## What needs to be done
The whole listing below should be retyped exactly, without any images.

## Dataset records
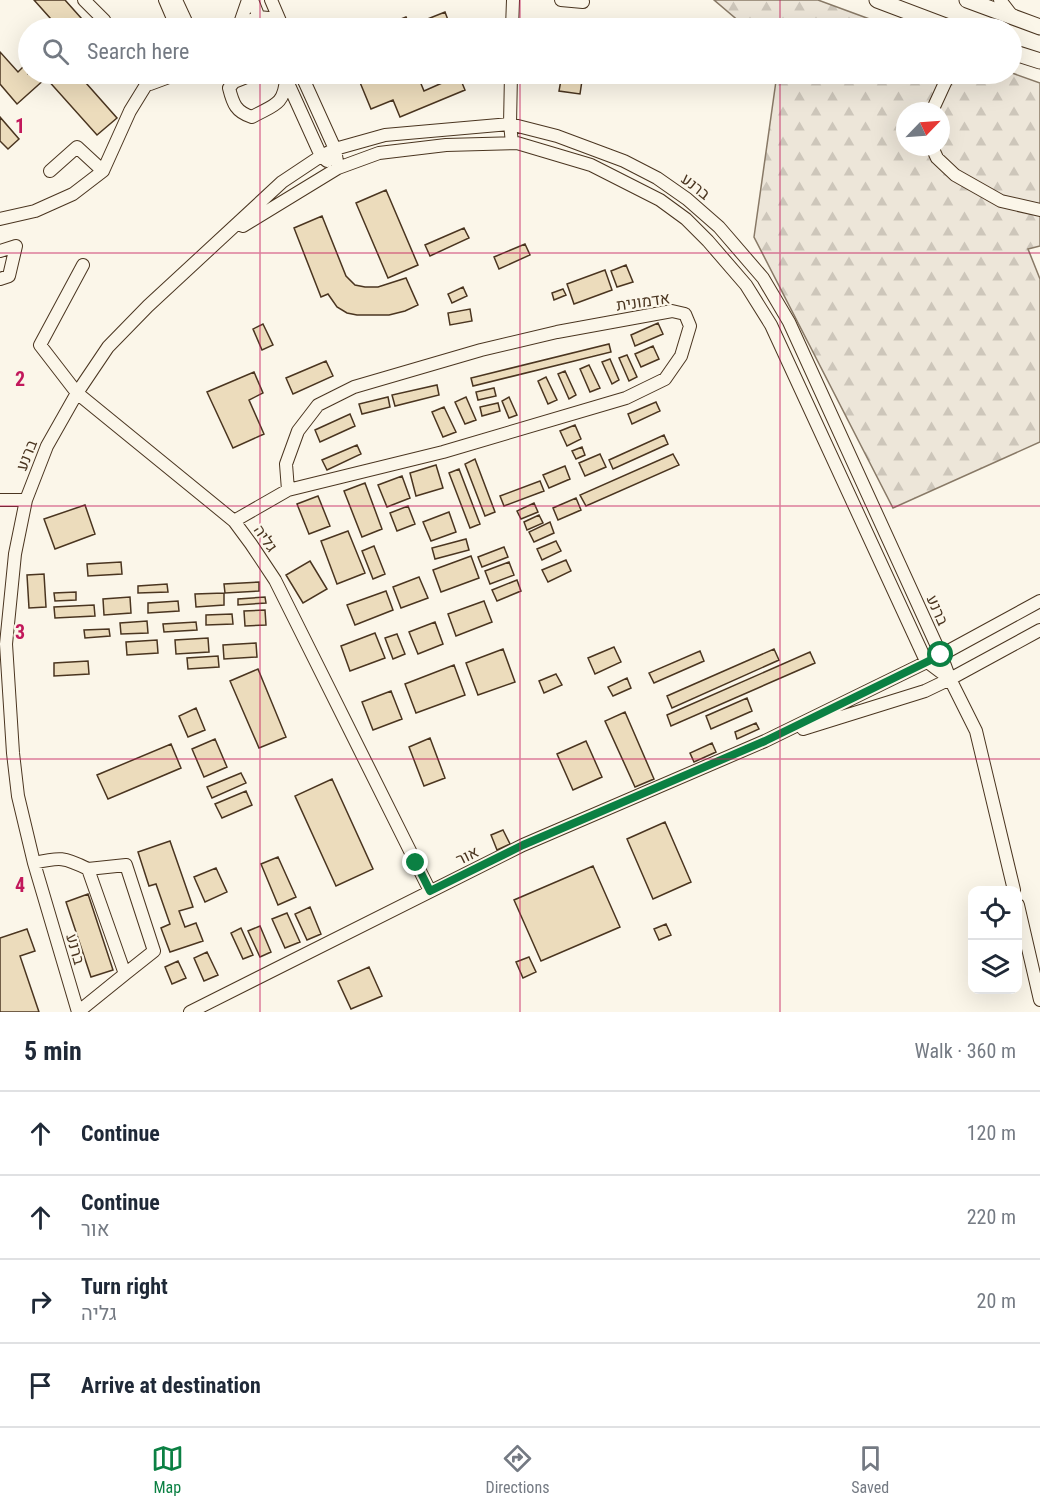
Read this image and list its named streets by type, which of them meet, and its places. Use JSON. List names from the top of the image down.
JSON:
{
  "streets": {
    "street": [
      "ברנע",
      "אדמונית",
      "גליה",
      "אור"
    ]
  },
  "crossings": [
    ["ברנע", "גליה"],
    ["אדמונית", "גליה"],
    ["גליה", "אור"]
  ],
  "north": "top right",
  "page": {
    "search": "Search here",
    "heading": ["5 min", "Walk · 360 m"],
    "list": [
      ["Continue", "120 m"],
      ["Continue", "אור", "220 m"],
      ["Turn right", "גליה", "20 m"],
      "Arrive at destination"
    ],
    "nav": ["Map", "Directions", "Saved"]
  },
  "grid": {
    "rows": [
      "1",
      "2",
      "3",
      "4"
    ]
  }
}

## Output below
Read this image and list its named streets by type, which of them meet, and its places. Use JSON. List names from the top of the image down.
JSON:
{
  "streets": {
    "street": [
      "ברנע",
      "אדמונית",
      "גליה",
      "אור"
    ]
  },
  "crossings": [
    ["ברנע", "גליה"],
    ["אדמונית", "גליה"],
    ["גליה", "אור"]
  ],
  "north": "top right",
  "page": {
    "search": "Search here",
    "heading": ["5 min", "Walk · 360 m"],
    "list": [
      ["Continue", "120 m"],
      ["Continue", "אור", "220 m"],
      ["Turn right", "גליה", "20 m"],
      "Arrive at destination"
    ],
    "nav": ["Map", "Directions", "Saved"]
  },
  "grid": {
    "rows": [
      "1",
      "2",
      "3",
      "4"
    ]
  }
}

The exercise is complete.